Ford has written this short (less than 200 pages) memoir of his parents and of his experience growing up with them. It essentially consists of two long essays written some thirty years apart in time.
Both were written after his parents' deaths. The one about his mother was written first, although she was the second one to die. The second one about his father was written many years after his father died in 1960. Ford was only sixteen years old at the time.
In the book itself, the essays appear in the order of the deaths, so the one about the father is first, followed by the one about the mother.
We learn that Richard was an only child and his arrival was a bit of a surprise for his parents. They had been married for fifteen years when he was born. Apparently, those fifteen years had been happy ones that his parents spent mostly on the road. His father was a traveling salesman for the Faultless Starch Company and his mother went with him as he made his rounds to a number of southern states in his territory.
Both his parents were from Arkansas and that remained their home base in their years of travel, but with the expectation of a baby arriving on the scene, they decided to make a move. His father's employer encouraged him to move to a more central location within his territory so that he would be able to spend more time at home. Thus it was that they decided to move to Jackson, Mississippi, a town where they knew virtually no one. It was there that their son was born and where he spent the formative years of his life.
I've always felt a connection with Ford because of where he was born and grew up, for I was growing up in that area during much the same period, the '50s and '60s. Our family situations were quite different. My family were farmers and factory workers. His father was the aforementioned traveling salesman and his mother, after Richard's birth, was a stay-at-home mom. But we were both only children and we both grew up as observers, witnessing first our own families and then the larger society. And we both got out when we could.
This memoir seems to be Ford's attempt to give his witness of the lives of two ordinary, unremarkable people and perhaps to fix in his own mind his memories of them. Maybe it is his acknowledgement, too, that he wouldn't be the man he is, seventy-two years on, had it not been for them and his experiences as their son. Of course, the truth is he wouldn't be, period, had it not been for them.

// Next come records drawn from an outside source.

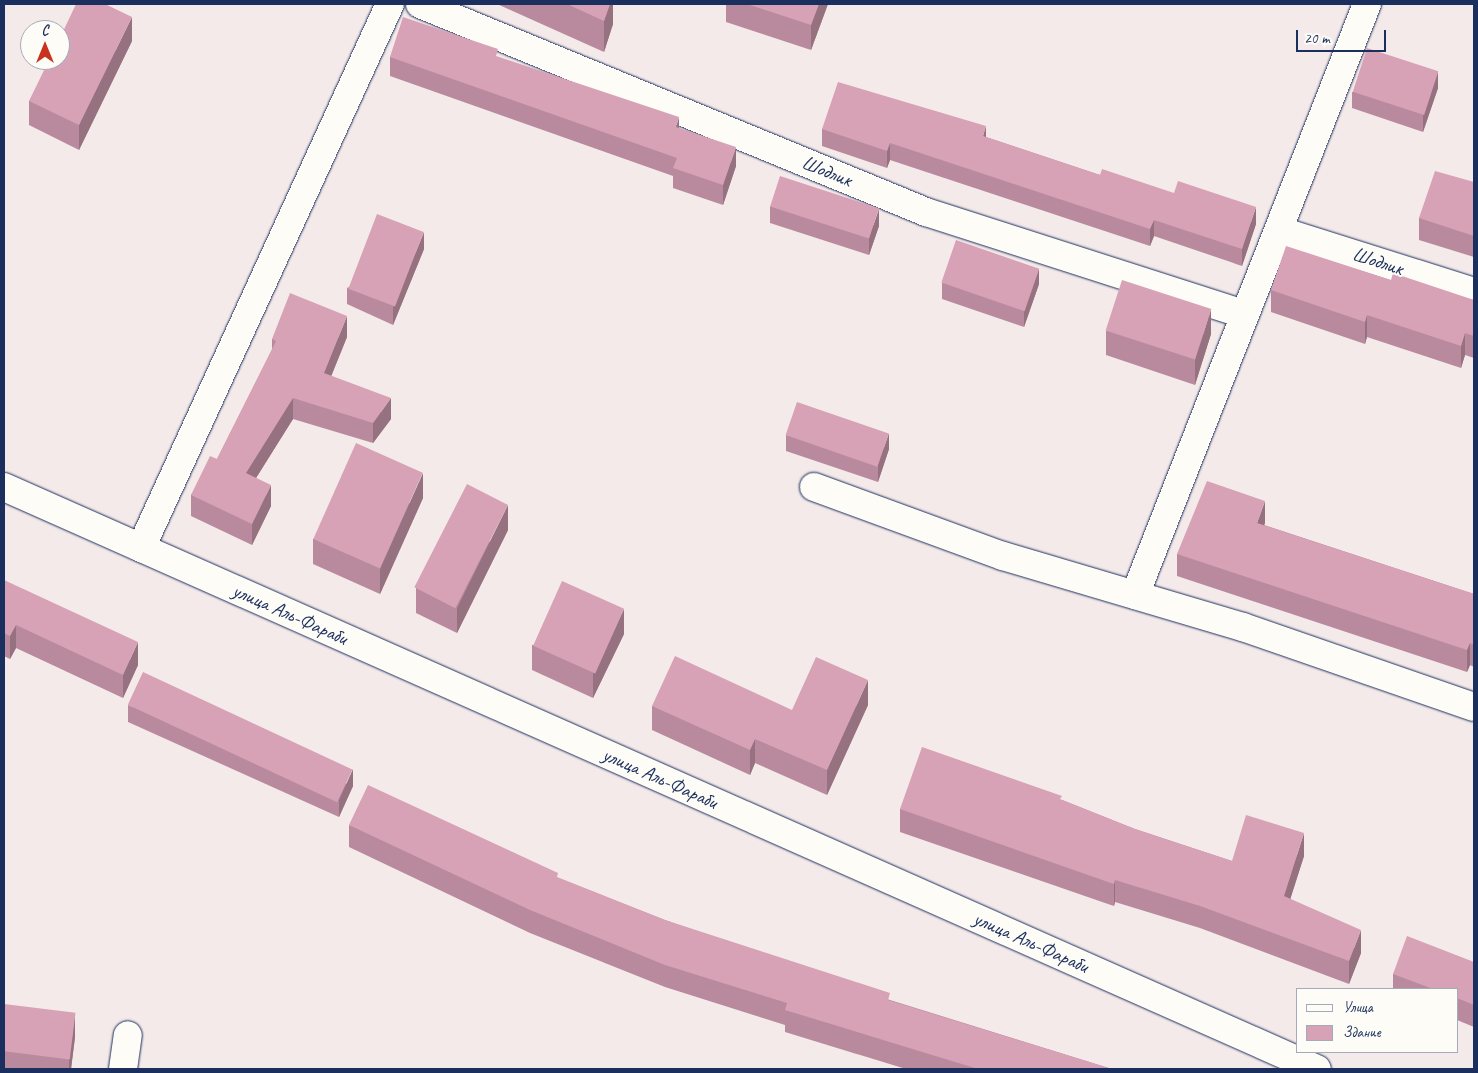 <!DOCTYPE html>
<meta charset="utf-8">
<style>
body{margin:0}
#map{position:relative;width:1478px;height:1073px;overflow:hidden;background:#f5eaea;font-family:Caveat,sans-serif}
div>[style]{position:absolute}
[style*='--x']{left:calc(var(--x)*1px);top:calc(var(--y)*1px);width:calc(var(--w)*1px);rotate:calc(var(--a)*1deg)}
.roads{filter:drop-shadow(0 0 1px #1b2f5e) drop-shadow(0 0 1px #1b2f5e)}
.minor>*{height:28px;margin:-14px;padding:0 14px;transform-origin:14px;border-radius:14px;background:#fdfcf7}
.secondary>*{height:28px;margin:-14px;padding:0 14px;transform-origin:14px;border-radius:14px;background:#fdfcf7}
.wall>*{inset:0;background:#b98a9d}
.shaded-wall>*{inset:0;background:#96717f}
.building>*{inset:0;background:#d7a1b6;transform-origin:0 0}
span{translate:-50% -50%;white-space:nowrap;text-align:center;line-height:1.15;-webkit-text-stroke:4px #fdfcf7;paint-order:stroke}
.street-label{font-size:20px;color:#1b2f5e}
.frame{position:absolute;inset:0;border:5px solid #1b2f5e;pointer-events:none}
.legend{position:absolute;left:1296px;top:988px;width:162px;height:65px;box-sizing:border-box;background:#fdfcf7;border:1px solid #a3aaba;margin:0;padding:6px 9px;list-style:none;font-size:15px;color:#1b2f5e}
.legend li{display:flex;align-items:center;gap:10px;height:25px}
.legend b{width:25px;border:1px solid #a3aaba}
.north{position:absolute;left:20px;top:20px;width:50px;height:50px;box-sizing:border-box;background:#fdfcf7;border:1px solid #a3aaba;border-radius:50%;rotate:0deg;font-size:14px;font-weight:700;line-height:20px;text-align:center;color:#1b2f5e}
.north::after{content:'';display:block;margin:auto;width:18px;height:22px;background:#c8321e;clip-path:polygon(50% 0,100% 100%,50% 72%,0 100%)}
.scale{position:absolute;left:1296px;top:30px;width:90px;height:22px;box-sizing:border-box;border:2px solid #1b2f5e;border-top:0;padding-left:6px;font-size:15px;line-height:18px;white-space:nowrap;color:#1b2f5e;-webkit-text-stroke:4px #fdfcf7;paint-order:stroke}
</style>
<div id="map">
<div class="roads">
<div class="minor">
<div style="--x:420;--y:4;--w:547;--a:22.35"></div>
<div style="--x:926;--y:212;--w:333;--a:17.8"></div>
<div style="--x:1281;--y:231;--w:202;--a:17.5"></div>
<div style="--x:814;--y:487;--w:201;--a:20.1"></div>
<div style="--x:1003;--y:556;--w:250;--a:16.5"></div>
<div style="--x:1243;--y:627;--w:244;--a:19.1"></div>
<div style="--x:141;--y:548;--w:598;--a:-65.41"></div>
<div style="--x:1135;--y:595;--w:635;--a:-68.57"></div>
<div style="--x:123;--y:1069;--w:34;--a:-82"></div>
</div>
<div class="secondary">
<div style="--x:4;--y:487;--w:1436;--a:23.91"></div>
</div>
</div>
<div class="wall">
<div style="clip-path:polygon(497px 4px,613px 4px,613px 24px,604px 52px)"></div>
<div style="clip-path:polygon(726px 4px,828px 4px,811px 50px,726px 22px)"></div>
<div style="clip-path:polygon(132px 41px,79px 150px,29px 125px,29px 101px)"></div>
<div style="clip-path:polygon(390px 57px,498px 57px,679px 128px,736px 166px,723px 205px,673px 188px,673px 176px,390px 76px)"></div>
<div style="clip-path:polygon(1438px 88px,1423px 132px,1352px 108px,1352px 92px)"></div>
<div style="clip-path:polygon(822px 129px,986px 137px,1100px 175px,1256px 224px,1242px 266px,1154px 236px,1150px 246px,890px 160px,887px 168px,822px 146px)"></div>
<div style="clip-path:polygon(1474px 182px,1474px 257px,1419px 240px,1419px 218px)"></div>
<div style="clip-path:polygon(770px 206px,879px 226px,869px 255px,770px 223px)"></div>
<div style="clip-path:polygon(424px 249px,393px 325px,347px 304px,347px 288px)"></div>
<div style="clip-path:polygon(1391px 280px,1474px 300px,1474px 358px,1465px 355px,1461px 368px,1367px 337px,1365px 344px,1271px 312px,1271px 290px)"></div>
<div style="clip-path:polygon(942px 283px,1039px 284px,1024px 327px,942px 299px)"></div>
<div style="clip-path:polygon(1106px 331px,1211px 334px,1195px 385px,1106px 355px)"></div>
<div style="clip-path:polygon(347px 337px,331px 376px,391px 419px,373px 443px,293px 419px,256px 478px,271px 506px,252px 545px,191px 516px,191px 495px,217px 459px,272px 350px,272px 339px)"></div>
<div style="clip-path:polygon(786px 435px,889px 449px,878px 482px,786px 451px)"></div>
<div style="clip-path:polygon(423px 498px,380px 594px,313px 564px,313px 539px)"></div>
<div style="clip-path:polygon(1265px 523px,1264px 525px,1474px 594px,1474px 667px,1470px 665px,1467px 672px,1177px 576px,1177px 554px)"></div>
<div style="clip-path:polygon(508px 530px,457px 633px,416px 613px,416px 588px)"></div>
<div style="clip-path:polygon(4px 580px,138px 665px,123px 698px,16px 648px,10px 659px,4px 656px)"></div>
<div style="clip-path:polygon(624px 634px,593px 698px,532px 670px,532px 645px)"></div>
<div style="clip-path:polygon(128px 705px,353px 786px,339px 817px,128px 722px)"></div>
<div style="clip-path:polygon(868px 705px,827px 795px,755px 763px,750px 775px,652px 730px,652px 706px,792px 710px)"></div>
<div style="clip-path:polygon(1062px 800px,1135px 829px,1232px 861px,1304px 856px,1290px 899px,1361px 953px,1349px 984px,1200px 928px,1115px 902px,1114px 906px,900px 832px,900px 809px)"></div>
<div style="clip-path:polygon(349px 825px,558px 878px,665px 920px,890px 1000px,1112px 1069px,906px 1069px,785px 1032px,785px 1025px,665px 987px,530px 933px,349px 847px)"></div>
<div style="clip-path:polygon(1474px 962px,1474px 1027px,1457px 1020px,1457px 989px,1393px 989px,1393px 974px)"></div>
<div style="clip-path:polygon(4px 1004px,75px 1037px,71px 1069px,4px 1069px)"></div>
</div>
<div class="shaded-wall">
<div style="clip-path:polygon(610px 4px,613px 4px,613px 24px,604px 52px,604px 21px)"></div>
<div style="clip-path:polygon(819px 4px,828px 4px,811px 50px,811px 25px)"></div>
<div style="clip-path:polygon(132px 17px,132px 41px,79px 150px,79px 125px)"></div>
<div style="clip-path:polygon(1438px 71px,1438px 88px,1423px 132px,1423px 115px)"></div>
<div style="clip-path:polygon(679px 117px,679px 136px,676px 127px)"></div>
<div style="clip-path:polygon(986px 126px,986px 143px,983px 136px)"></div>
<div style="clip-path:polygon(890px 143px,890px 160px,887px 168px,887px 151px)"></div>
<div style="clip-path:polygon(736px 147px,736px 166px,723px 205px,723px 185px)"></div>
<div style="clip-path:polygon(1256px 207px,1256px 224px,1242px 266px,1242px 249px)"></div>
<div style="clip-path:polygon(879px 209px,879px 226px,869px 255px,869px 238px)"></div>
<div style="clip-path:polygon(1154px 220px,1154px 236px,1150px 246px,1150px 229px)"></div>
<div style="clip-path:polygon(424px 232px,424px 249px,393px 325px,393px 308px)"></div>
<div style="clip-path:polygon(1039px 268px,1039px 284px,1024px 327px,1024px 310px)"></div>
<div style="clip-path:polygon(1211px 309px,1211px 334px,1195px 385px,1195px 360px)"></div>
<div style="clip-path:polygon(1367px 315px,1367px 337px,1365px 344px,1365px 322px)"></div>
<div style="clip-path:polygon(347px 316px,347px 337px,324px 394px,324px 373px)"></div>
<div style="clip-path:polygon(1465px 333px,1465px 355px,1461px 368px,1461px 346px)"></div>
<div style="clip-path:polygon(293px 398px,293px 419px,246px 494px,246px 473px)"></div>
<div style="clip-path:polygon(391px 398px,391px 419px,373px 443px,373px 423px)"></div>
<div style="clip-path:polygon(889px 433px,889px 449px,878px 482px,878px 465px)"></div>
<div style="clip-path:polygon(423px 473px,423px 498px,380px 594px,380px 569px)"></div>
<div style="clip-path:polygon(271px 485px,271px 506px,252px 545px,252px 524px)"></div>
<div style="clip-path:polygon(1265px 501px,1265px 523px,1257px 545px,1257px 523px)"></div>
<div style="clip-path:polygon(508px 505px,508px 530px,457px 633px,457px 608px)"></div>
<div style="clip-path:polygon(624px 609px,624px 634px,593px 698px,593px 674px)"></div>
<div style="clip-path:polygon(16px 625px,16px 648px,10px 659px,10px 636px)"></div>
<div style="clip-path:polygon(138px 642px,138px 665px,123px 698px,123px 675px)"></div>
<div style="clip-path:polygon(1470px 643px,1470px 665px,1467px 672px,1467px 650px)"></div>
<div style="clip-path:polygon(868px 680px,868px 705px,827px 795px,827px 770px)"></div>
<div style="clip-path:polygon(755px 739px,755px 763px,750px 775px,750px 750px)"></div>
<div style="clip-path:polygon(353px 769px,353px 786px,339px 817px,339px 800px)"></div>
<div style="clip-path:polygon(1304px 833px,1304px 856px,1284px 919px,1284px 896px)"></div>
<div style="clip-path:polygon(1115px 880px,1115px 902px,1114px 906px,1114px 884px)"></div>
<div style="clip-path:polygon(1361px 930px,1361px 953px,1349px 984px,1349px 961px)"></div>
<div style="clip-path:polygon(75px 1013px,75px 1037px,71px 1069px,69px 1069px,69px 1059px)"></div>
</div>
<div class="building">
<div style="clip-path:polygon(76px 4px,105px 4px,132px 17px,79px 125px,29px 101px,49px 60px,60px 60px,60px 38px)"></div>
<div style="clip-path:polygon(567px 4px,610px 4px,604px 21px)"></div>
<div style="clip-path:polygon(747px 4px,819px 4px,811px 25px)"></div>
<div style="clip-path:polygon(403px 17px,498px 49px,496px 56px,679px 117px,676px 127px,736px 147px,723px 185px,673px 168px,677px 158px,390px 57px)"></div>
<div style="left:1367px;top:48px;width:75px;height:46px;rotate:18deg"></div>
<div style="clip-path:polygon(838px 82px,986px 126px,983px 136px,1100px 175px,1102px 169px,1174px 193px,1178px 181px,1256px 207px,1242px 249px,1154px 220px,1150px 229px,890px 143px,887px 151px,822px 129px)"></div>
<div style="clip-path:polygon(1435px 171px,1474px 182px,1474px 236px,1419px 218px)"></div>
<div style="left:780px;top:176px;width:104px;height:32px;rotate:18deg"></div>
<div style="left:377px;top:214px;width:50px;height:80px;rotate:21deg"></div>
<div style="left:956px;top:240px;width:88px;height:45px;rotate:19deg"></div>
<div style="clip-path:polygon(1286px 246px,1391px 280px,1393px 273px,1474px 300px,1474px 336px,1465px 333px,1461px 346px,1367px 315px,1365px 322px,1271px 290px)"></div>
<div style="left:1122px;top:280px;width:94px;height:53px;rotate:18deg"></div>
<div style="clip-path:polygon(290px 293px,347px 316px,324px 373px,391px 398px,373px 423px,293px 398px,246px 473px,271px 485px,252px 524px,191px 495px,210px 456px,217px 459px,276px 341px,272px 339px)"></div>
<div style="left:797px;top:402px;width:97px;height:35px;rotate:19deg"></div>
<div style="left:356px;top:443px;width:73px;height:105px;rotate:24deg"></div>
<div style="clip-path:polygon(1207px 481px,1265px 501px,1257px 523px,1474px 594px,1474px 645px,1470px 643px,1467px 650px,1177px 554px)"></div>
<div style="left:467px;top:484px;width:46px;height:116px;rotate:27deg"></div>
<div style="clip-path:polygon(4px 580px,138px 642px,123px 675px,16px 625px,10px 636px,4px 633px)"></div>
<div style="left:562px;top:581px;width:68px;height:71px;rotate:24deg"></div>
<div style="clip-path:polygon(675px 656px,792px 710px,816px 657px,868px 680px,827px 770px,755px 739px,750px 750px,652px 706px)"></div>
<div style="left:143px;top:672px;width:231px;height:36px;rotate:25deg"></div>
<div style="clip-path:polygon(922px 747px,1062px 796px,1060px 799px,1135px 829px,1232px 861px,1246px 815px,1304px 833px,1284px 896px,1361px 930px,1349px 961px,1200px 906px,1115px 880px,1114px 884px,900px 809px)"></div>
<div style="clip-path:polygon(368px 785px,558px 873px,557px 877px,665px 920px,890px 993px,888px 1000px,1112px 1069px,978px 1069px,785px 1010px,787px 1003px,665px 965px,530px 910px,349px 825px)"></div>
<div style="clip-path:polygon(1407px 936px,1474px 962px,1474px 1005px,1457px 998px,1457px 989px,1433px 989px,1393px 974px)"></div>
<div style="left:4px;top:1004px;width:72px;height:47px;rotate:7deg"></div>
</div>
<div class="street-label">
<span style="left:827px;top:171px;rotate:22deg">Шодлик</span>
<span style="left:1378px;top:261px;rotate:18deg">Шодлик</span>
<span style="left:290px;top:614px;rotate:24deg">улица Аль-Фараби</span>
<span style="left:660px;top:778px;rotate:24deg">улица Аль-Фараби</span>
<span style="left:1031px;top:942px;rotate:24deg">улица Аль-Фараби</span>
</div>
<div class="frame"></div>
<ul class="legend">
<li><b style="height:6px;background:#fdfcf7"></b>Улица</li>
<li><b style="height:14px;background:#d7a1b6"></b>Здание</li>
</ul>
<div class="north">С</div>
<div class="scale">20 m</div>
</div>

A child never really experiences what life is like for his/her parents. How indeed can we ever truly understand the inner lives of even the people closest to us? The borders of their minds are closed to us. But Richard Ford, the observer, has put together his memories of actual events with his imagination and supposition of what his parents' lives must have been like, how they responded to events, what they felt. In doing so, he has given us an affectionate, insightful, and altogether tender portrait of two white people born in the South in the early part of the 20th century; two ordinary people who never made headlines or were noticed by the world outside their own circle of friends and family. And yet they managed to produce one extraordinary writer.